Per molte persone l’arrivo della bella stagione è sinonimo di partenze. Il nostro Paese è da sempre meta turistica d’eccellenza, e ogni anno si prepara a vedere i suoi mari solcati da migliaia di grandi navi. Uno stress per ambiente e persone residenti in città dotate di porti su cui associazioni e cittadini di nove località marinare hanno deciso accendere i riflettori. “Stop inquinamento navale” si legge sugli striscioni appesi il 20 maggio nei porti di Savona, Genova, La Spezia, Livorno, Venezia, Reggio Calabria, Ancona, Civitavecchia, Olbia, Napoli. Uno slogan che «mira a sensibilizzare le amministrazioni e autorità competenti, chi lavora in porto e la popolazione locale sull’impatto che l’industria navale ha, oggi, su queste città, sulla salute delle persone e sull’ambiente marino».
Uno dei problemi principali è che per muoversi , ancora oggi, e nonostante il mondo cerchi di andare nella direzione opposta, le navi da crociera – che in realtà sono delle enormi città galleggianti – utilizzano combustibili estremamente inquinanti. Tra questi, per esempio, c’è l’heavy fuel oil (HFO), un carburante cioè ricavato dagli scarti di lavorazione dei prodotti petroliferi. Un sottoprodotto cioè di un prodotto già di per sé altamente inquinante, e che quindi emette enormi quantità di sostanze tossiche. Queste, inevitabilmente, finiscono per riempire l’aria delle città di porto, anche quando i fumi fuoriescono in mare aperto, lontani dalla terraferma. Una situazione che peggiora una volta approdate in porto: qui le navi, per facilitare manovre e ormeggio, si muovono lasciando i motori accesi, così da tenere in funzione tutti i comandi di bordo.
«Chiediamo l’adozione urgente di misure per proteggere innanzitutto la salute delle persone dalla minaccia rappresentata dai fumi delle navi, alle quali ancora oggi viene permesso di inquinare con delle modalità che sulla terraferma non sarebbero mai consentite» scrivono gli organizzatori della protesta, fortemente voluta dalla Onlus ‘Cittadini per l’aria’ e da tutte le altre associazioni che fanno parte della rete ‘Facciamo Respirare il Mediterraneo’. Di che misure si tratta?

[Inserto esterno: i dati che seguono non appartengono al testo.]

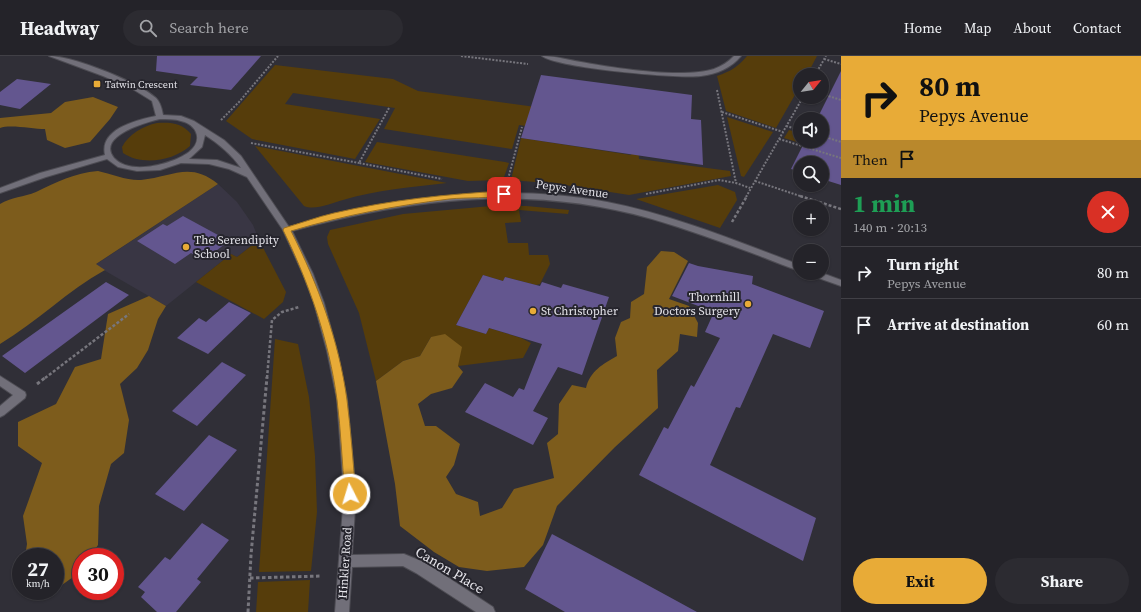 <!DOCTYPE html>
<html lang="en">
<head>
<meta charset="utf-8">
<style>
	body { margin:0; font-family:"Source Serif 4",serif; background:#2c2b31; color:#f1f3f6; height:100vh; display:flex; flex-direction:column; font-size:15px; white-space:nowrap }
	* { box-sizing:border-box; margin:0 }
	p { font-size:13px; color:#a3a4a8 }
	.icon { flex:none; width:22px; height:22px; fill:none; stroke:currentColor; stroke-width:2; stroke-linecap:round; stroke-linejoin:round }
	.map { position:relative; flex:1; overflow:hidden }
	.details { display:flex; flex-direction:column; background:#242329; width:300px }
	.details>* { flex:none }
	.hud { background:#e8ab37; color:#111; overflow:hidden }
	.needle { width:26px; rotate:60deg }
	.controls { position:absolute; left:793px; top:12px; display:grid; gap:8px }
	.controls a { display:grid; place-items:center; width:36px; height:36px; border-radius:50%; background:#242329; box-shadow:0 1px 3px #0004,0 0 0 1px #414046; font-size:20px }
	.speed { position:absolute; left:12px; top:492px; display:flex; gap:8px; font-size:20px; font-weight:700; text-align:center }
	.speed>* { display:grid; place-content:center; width:52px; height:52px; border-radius:50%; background:#242329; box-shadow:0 1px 3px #0004,0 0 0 1px #414046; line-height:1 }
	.speed small { font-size:10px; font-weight:400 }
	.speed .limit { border:6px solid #d22; background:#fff; color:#111 }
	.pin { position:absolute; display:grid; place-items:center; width:34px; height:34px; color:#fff; margin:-17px; border-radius:8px; box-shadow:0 2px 6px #0006 }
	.me { position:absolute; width:44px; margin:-22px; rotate:355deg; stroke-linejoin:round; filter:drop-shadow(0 0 3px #0008) }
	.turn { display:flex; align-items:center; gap:14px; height:84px; padding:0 12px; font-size:18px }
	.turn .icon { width:52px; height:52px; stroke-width:2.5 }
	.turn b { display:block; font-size:28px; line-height:34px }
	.then { display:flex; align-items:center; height:38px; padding:0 12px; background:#0003; gap:8px; font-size:15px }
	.round { display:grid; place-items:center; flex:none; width:42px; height:42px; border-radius:21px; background:#2c2b31 }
	.headline { display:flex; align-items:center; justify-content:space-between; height:68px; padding:0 12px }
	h1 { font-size:24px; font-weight:700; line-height:30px; color:#1e9e55 }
	.cta { display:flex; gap:8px; margin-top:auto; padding:8px 12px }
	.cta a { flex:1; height:46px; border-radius:24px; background:#e8ab37; color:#111; font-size:16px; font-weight:700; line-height:46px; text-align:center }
	.cta a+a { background:#2c2b31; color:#f1f3f6 }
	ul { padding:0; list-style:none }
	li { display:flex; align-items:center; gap:12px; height:52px; padding:0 12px; border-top:1px solid #414046 }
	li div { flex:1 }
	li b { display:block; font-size:15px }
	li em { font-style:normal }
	header { display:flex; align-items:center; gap:24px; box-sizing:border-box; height:56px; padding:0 20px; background:#242329; border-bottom:1px solid #414046 }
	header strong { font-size:19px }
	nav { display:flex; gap:22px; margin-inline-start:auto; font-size:14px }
	.search { width:280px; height:36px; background:#2c2b31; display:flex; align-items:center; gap:10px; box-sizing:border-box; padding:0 14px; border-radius:22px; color:#a3a4a8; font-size:15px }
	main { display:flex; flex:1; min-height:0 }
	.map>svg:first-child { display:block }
	.built { fill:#393644 }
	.green { fill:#563d0b }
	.forest { fill:#7d5c1c }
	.building { fill:#63568f }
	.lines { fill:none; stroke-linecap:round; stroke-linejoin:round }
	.minor-casing { stroke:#4d4c53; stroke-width:2 }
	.path-far2 { stroke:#77767d; stroke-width:2; stroke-dasharray:2 1.5; stroke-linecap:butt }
	.path-far1 { stroke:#77767d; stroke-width:2.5; stroke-dasharray:3 2; stroke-linecap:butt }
	.path { stroke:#77767d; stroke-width:3; stroke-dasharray:3.5 2.5; stroke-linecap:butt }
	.minor { fill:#716f79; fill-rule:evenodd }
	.route { fill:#e8ab37; stroke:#976f24 }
	.poi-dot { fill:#e8ab37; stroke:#26252d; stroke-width:1.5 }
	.labels { text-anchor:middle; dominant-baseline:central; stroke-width:4; stroke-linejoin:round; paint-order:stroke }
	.far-poi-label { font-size:10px; fill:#e5e4ea; stroke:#26252d; text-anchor:start }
	.street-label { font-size:12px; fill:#e5e4ea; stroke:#26252d }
	.poi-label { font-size:12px; fill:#e5e4ea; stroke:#26252d; text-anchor:start }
	.near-street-label { font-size:14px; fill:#e5e4ea; stroke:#26252d }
</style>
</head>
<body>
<header>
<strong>Headway</strong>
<div class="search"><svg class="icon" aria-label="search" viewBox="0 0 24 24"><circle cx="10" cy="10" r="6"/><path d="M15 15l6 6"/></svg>Search here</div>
<nav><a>Home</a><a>Map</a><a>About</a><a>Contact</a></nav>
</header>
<main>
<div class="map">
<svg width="841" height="556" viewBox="0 0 841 556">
	<rect width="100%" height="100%" fill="#302f37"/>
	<!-- built -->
	<path class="built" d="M 218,128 L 237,146 L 253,169 L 259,184 L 237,201 L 231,198 L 166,250 L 95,209 Z"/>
	<!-- green -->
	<path class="green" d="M 747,0 L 817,0 L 807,19 L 800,19 L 800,30 L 776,72 L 726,55 L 717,20 C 731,15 738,11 747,0 Z
		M 275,9 L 393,23 L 418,35 L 610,61 L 637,78 L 639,103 L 730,115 L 731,120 L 629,139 L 559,128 L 511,124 L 521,82 L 631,99 L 633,86 L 519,69 L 512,93 L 384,73 L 395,52 L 293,37 L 285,48 L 380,63 L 355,103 L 252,83 L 226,65 Z
		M 727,61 L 773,76 L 744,121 L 741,120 Z
		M 157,67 C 171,66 182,67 191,78 L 190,90 C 173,105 142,110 123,97 L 122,91 C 129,78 143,70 157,67 Z
		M 789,74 L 800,77 L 800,85 L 822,85 L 841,100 L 784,82 Z
		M 377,86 L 505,106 L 509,107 L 503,124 L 468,125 L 365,106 Z
		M 255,90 L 447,127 C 412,131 376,134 343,144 C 331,147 315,155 304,150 Z
		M 718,129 L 735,136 L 737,144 L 720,172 L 636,143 Z
		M 491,150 L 526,150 L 569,154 L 568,158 L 519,154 L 521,166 L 505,167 L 508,187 L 528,187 L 529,199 L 548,199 L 550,208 L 540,228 L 536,229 L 505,221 L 503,225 L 483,219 L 456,269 L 486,278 L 489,272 L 521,282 L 531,287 L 523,302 L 458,310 L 431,281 L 420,300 L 403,305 L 376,325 L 359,257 L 328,188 L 327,181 L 330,174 L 403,158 Z
		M 259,184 L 286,236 L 283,246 L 264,263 L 196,226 L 231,198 L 237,201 Z
		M 275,283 L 298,288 L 309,341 L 315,400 L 317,456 L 311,515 L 259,516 Z
		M 310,524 L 308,556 L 256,556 L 258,526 Z"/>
	<!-- forest -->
	<path class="forest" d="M 93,41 L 118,51 L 110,63 L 90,86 L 65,92 L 47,84 L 45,73 C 33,73 10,68 0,72 L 0,62 L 51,57 L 65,46 Z
		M 98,115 C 111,118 128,125 141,124 C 172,121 190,105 218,128 L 96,208 L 105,214 C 67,235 37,266 0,288 L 0,148 C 11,141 24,141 36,136 C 57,126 74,117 98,115 Z
		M 661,195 L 674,196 L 688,205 L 669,243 L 689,250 L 698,267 L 697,281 L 680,278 L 678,295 L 657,314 L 658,352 L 615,391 L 557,450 L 543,489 L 524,511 L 487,515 L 459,511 L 434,496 L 400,470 L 395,428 L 376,325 L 403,305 L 420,300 L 431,281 L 445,278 L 462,291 L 458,310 L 463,316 L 452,332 L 431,338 L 418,348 L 425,370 L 436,370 L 460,388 L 454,409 L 446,421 L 456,438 L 478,446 L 480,460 L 502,452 L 514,433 L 554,422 L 547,387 L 558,378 L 559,348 L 572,329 L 586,332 C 590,315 603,308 617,300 L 615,282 L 621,266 L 630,262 L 631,246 L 644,238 L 647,211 Z
		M 149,240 L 166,250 L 158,263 L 148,294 L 137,312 L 120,328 L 129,364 L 124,397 L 111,408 L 99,450 L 98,489 L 90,501 L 81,501 L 81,514 L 80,516 L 55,534 L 55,501 L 25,501 L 27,488 L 23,460 L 42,407 L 18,390 L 18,366 L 56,348 L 75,311 L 101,303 L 108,258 Z"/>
	<!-- building -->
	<path class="building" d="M 157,0 L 261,0 L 231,34 L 190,29 L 198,21 L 156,15 Z
		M 841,15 L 841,129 L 822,123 L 822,107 L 800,107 L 800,116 L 791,113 L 805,85 L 822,85 L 822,63 L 817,63 Z
		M 541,19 L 692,39 L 691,63 L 701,64 L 703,109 L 521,82 Z
		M 17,23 L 51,28 L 20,53 L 0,49 L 0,36 Z
		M 183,160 L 229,185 L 204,204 L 191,197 L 175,208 L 137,185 L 163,168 L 167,170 Z
		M 689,207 L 698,210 L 753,220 L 752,228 L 824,255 L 810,292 L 773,278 L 740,352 L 736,351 L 710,409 L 816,462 L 803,505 L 639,419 L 664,371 L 668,373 L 691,329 L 694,331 L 720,282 L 705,276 L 714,256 L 672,240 Z
		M 483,219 L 503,225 L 505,221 L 540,230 L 542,226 L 561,232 L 563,228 L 609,241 L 582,319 L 558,311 L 533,355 L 548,362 L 533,389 L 465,356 L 485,327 L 513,341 L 519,332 L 524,334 L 542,288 L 489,272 L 486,278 L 456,269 Z
		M 106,226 L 129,239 L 25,317 L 2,300 Z
		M 229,246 L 251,257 L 208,298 L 177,282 L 199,262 L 206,266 Z
		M 222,306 L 246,319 L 197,370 L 172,355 Z
		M 209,379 L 237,394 L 184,455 L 155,438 Z
		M 202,467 L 229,484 L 197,523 L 201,526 L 176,556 L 157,556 L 141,541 L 145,536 L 138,531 L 165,501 L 170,504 Z
		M 552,478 L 642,526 L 697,556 L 565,556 L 525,533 Z"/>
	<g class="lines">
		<defs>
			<path id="minor" d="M 49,0 C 73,0 138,26 156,42 C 160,46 162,53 163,59 L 181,60 L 194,65 L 224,84 L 241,100 L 289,171 C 393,142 499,126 607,146 C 673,159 737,185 800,209 L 800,215 C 784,210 768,203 752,197 C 719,185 686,173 652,163 C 529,128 413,142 292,175 L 313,218 L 324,247 L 337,295 L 347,343 L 356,438 L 352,499 L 404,498 L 426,507 L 493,551 L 495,556 L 476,556 L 416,517 L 403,510 L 352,511 L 349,556 L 335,556 L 344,438 L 337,343 L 327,295 L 314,247 L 303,218 L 283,174 L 247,121 L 229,113 L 209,108 L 181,107 L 160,114 L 137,115 L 118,111 L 107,103 L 46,121 L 0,137 L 0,132 L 40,117 L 105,99 C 99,73 137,64 156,60 L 152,45 L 131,32 L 103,20 ZM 160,63 C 167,63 175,63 181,65 C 198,69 203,85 189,96 C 173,108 130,120 114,102 C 96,80 147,66 160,63 ZM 205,79 C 219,88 231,98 241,112 L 217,104 L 189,103 L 202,91 Z
				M 542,0 C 555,0 568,4 581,6 C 613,12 684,23 714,13 C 722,10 728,6 734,0 L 741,0 C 731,12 717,18 701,20 C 678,23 558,12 542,0 Z
				M 808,217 L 822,217 L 841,224 L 841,230 L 810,219 Z
				M 0,320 L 25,336 L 26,339 L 25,342 L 4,359 L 0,361 L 0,350 L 13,339 L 0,330 Z"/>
		</defs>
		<!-- minor casing -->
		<use href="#minor" class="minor-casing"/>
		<!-- path-far2 -->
		<path class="path-far2" d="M 461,0 L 528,8
			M 824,3 L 841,8
			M 815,19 L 826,0
			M 717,34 L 736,127
			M 822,38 L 841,44
			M 389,52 L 359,107 L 442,123
			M 722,56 L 783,76
			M 221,64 L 239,46 L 278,0
			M 786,70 L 800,74
			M 822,80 L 841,86
			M 779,83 L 841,102
			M 251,87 L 359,107
			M 508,123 L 522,71
			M 755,125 L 803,141
			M 646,138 L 719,124 L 736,127 L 750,132
			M 746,141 L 803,41"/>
		<!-- path-far1 -->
		<path class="path-far1" d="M 800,140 L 841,153
			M 732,166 L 747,140
			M 45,322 L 129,258
			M 267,322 L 272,264 L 282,256 L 299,251"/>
		<!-- path -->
		<path class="path" d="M 37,328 L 46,321
			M 250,522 L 321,520
			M 248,556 L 251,499 L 267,321"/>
		<!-- minor -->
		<use href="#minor" class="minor"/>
	</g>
	<!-- route -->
	<path class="route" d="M 504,135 L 507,136 L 507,139 C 489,143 468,141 449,143 C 394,150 345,159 291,175 C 318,228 339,285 347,344 C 351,375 353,407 356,438 L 354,441 L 350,443 L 346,441 L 345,438 C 342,407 341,375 337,344 C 329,284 309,227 283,174 L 284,172 C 301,167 317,161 334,157 C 390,144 447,138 504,135 Z"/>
	<!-- markers -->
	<g class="poi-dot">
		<rect x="93" y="24" width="8" height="8" rx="2"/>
		<circle cx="186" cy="191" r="4"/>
		<circle cx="748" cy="248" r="4"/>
		<circle cx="533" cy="255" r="4"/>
	</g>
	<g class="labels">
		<!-- far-poi labels -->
		<g class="far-poi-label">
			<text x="105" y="28">Tatwin Crescent</text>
		</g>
		<!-- street labels -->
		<g class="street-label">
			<text transform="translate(572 133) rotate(8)">Pepys Avenue</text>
			<text transform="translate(345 507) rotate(-86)">Hinkler Road</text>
		</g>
		<!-- poi labels -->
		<g class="poi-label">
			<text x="194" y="184">The Serendipity<tspan x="194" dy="14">School</tspan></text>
			<text x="740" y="241" text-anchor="end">Thornhill<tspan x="740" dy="14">Doctors Surgery</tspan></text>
			<text x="541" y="255">St Christopher</text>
		</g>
		<!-- near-street labels -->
		<g class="near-street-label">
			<text transform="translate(450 514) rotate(31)">Canon Place</text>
		</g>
	</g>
</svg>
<div class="controls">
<a><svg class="needle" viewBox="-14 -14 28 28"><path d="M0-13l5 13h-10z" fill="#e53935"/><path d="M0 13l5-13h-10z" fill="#a3a4a8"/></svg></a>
<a><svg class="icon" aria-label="sound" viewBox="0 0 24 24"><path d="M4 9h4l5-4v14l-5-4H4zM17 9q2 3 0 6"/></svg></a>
<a><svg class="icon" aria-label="search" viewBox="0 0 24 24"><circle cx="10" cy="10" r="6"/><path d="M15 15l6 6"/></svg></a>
<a>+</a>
<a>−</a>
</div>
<div class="speed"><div>27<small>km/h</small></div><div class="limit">30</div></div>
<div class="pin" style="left:504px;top:138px;background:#d93025"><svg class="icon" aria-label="arrive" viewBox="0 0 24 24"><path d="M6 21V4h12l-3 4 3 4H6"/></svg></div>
<svg class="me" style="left:350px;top:438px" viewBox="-20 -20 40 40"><circle r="17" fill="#e8ab37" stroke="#fff" stroke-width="3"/><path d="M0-11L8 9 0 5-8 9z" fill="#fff"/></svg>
</div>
<section class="details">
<div class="hud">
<div class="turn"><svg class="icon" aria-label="right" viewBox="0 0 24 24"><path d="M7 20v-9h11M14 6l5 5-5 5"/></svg><div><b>80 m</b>Pepys Avenue</div></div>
<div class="then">Then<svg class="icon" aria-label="arrive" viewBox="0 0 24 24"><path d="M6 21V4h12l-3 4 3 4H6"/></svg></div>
</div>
<div class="headline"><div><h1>1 min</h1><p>140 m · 20:13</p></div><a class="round" style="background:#d93025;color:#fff"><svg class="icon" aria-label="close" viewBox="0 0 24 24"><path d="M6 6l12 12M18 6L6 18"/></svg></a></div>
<ul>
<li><svg class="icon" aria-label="right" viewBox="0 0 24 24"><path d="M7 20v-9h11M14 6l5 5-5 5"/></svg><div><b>Turn right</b><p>Pepys Avenue</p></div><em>80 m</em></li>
<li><svg class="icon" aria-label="arrive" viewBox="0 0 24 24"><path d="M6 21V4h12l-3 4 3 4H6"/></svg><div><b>Arrive at destination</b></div><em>60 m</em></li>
</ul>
<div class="cta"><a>Exit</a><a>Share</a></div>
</section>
</main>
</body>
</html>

Secondo i gruppi, per ridurre le emissioni è prima di tutto essenziale occuparsi dell’efficientamento delle navi, che siano cioè in grado di utilizzare sistemi e metodi che riducano sensibilmente i consumi. Fondamentale, poi, la scelta di un carburante adatto e l’impiego di filtri e catalizzatori che ‘intrappolino’ le emissioni di particolato e ossidi di azoto. Richieste a cui si aggiungono quella di ridurre la velocità di navigazione e di elettrificare le banchine: in questo modo le emissioni della barca nei momenti di ingresso in un porto, o durante la sosta e l’uscita, potrebbero quasi azzerarsi installando a bordo un’alimentazione a batteria, da abbinare ad un impianto di alimentazione e ricarica elettrica da terra. «È un invito alle autorità e agli armatori a ripensare lo sviluppo per questa industria che è di grande valore per il nostro Paese, ma non può più prescindere dalla riduzione delle emissioni» e da controlli più rigidi, che ad oggi «non esistono di fatto e sono vanificati dalle norme ambigue che tutto consentono».
In generale uno studio ha rilevato che le navi da crociera che in media circolano nelle acque europee inquinano 20 volte di più di tutte le auto che percorrono le strade del continente, e che dormire su una di queste ‘città galleggianti’ consuma 12 volte l’energia utilizzata in hotel. Tant’è che, non a caso, nel 2020 la multinazionale Mediterranean Shipping Company (MSC), colosso della logistica e delle crociere, si è ‘guadagnata’ il sesto posto tra i dieci maggiori emettitori europei di anidride carbonica.
[di Gloria Ferrari]
Soprattutto fa restare basiti che vengono posti limiti alla circolazione delle auto o alle caldaie degli edifici mentre in città come Genova uno dei principali inquinatori del centro città sono proprio traghetti e navi da crociera che stazionano nel porto. I politici adoperano il cambiamento climatico come strumento per dare contro solo a certe categorie di inquinamento.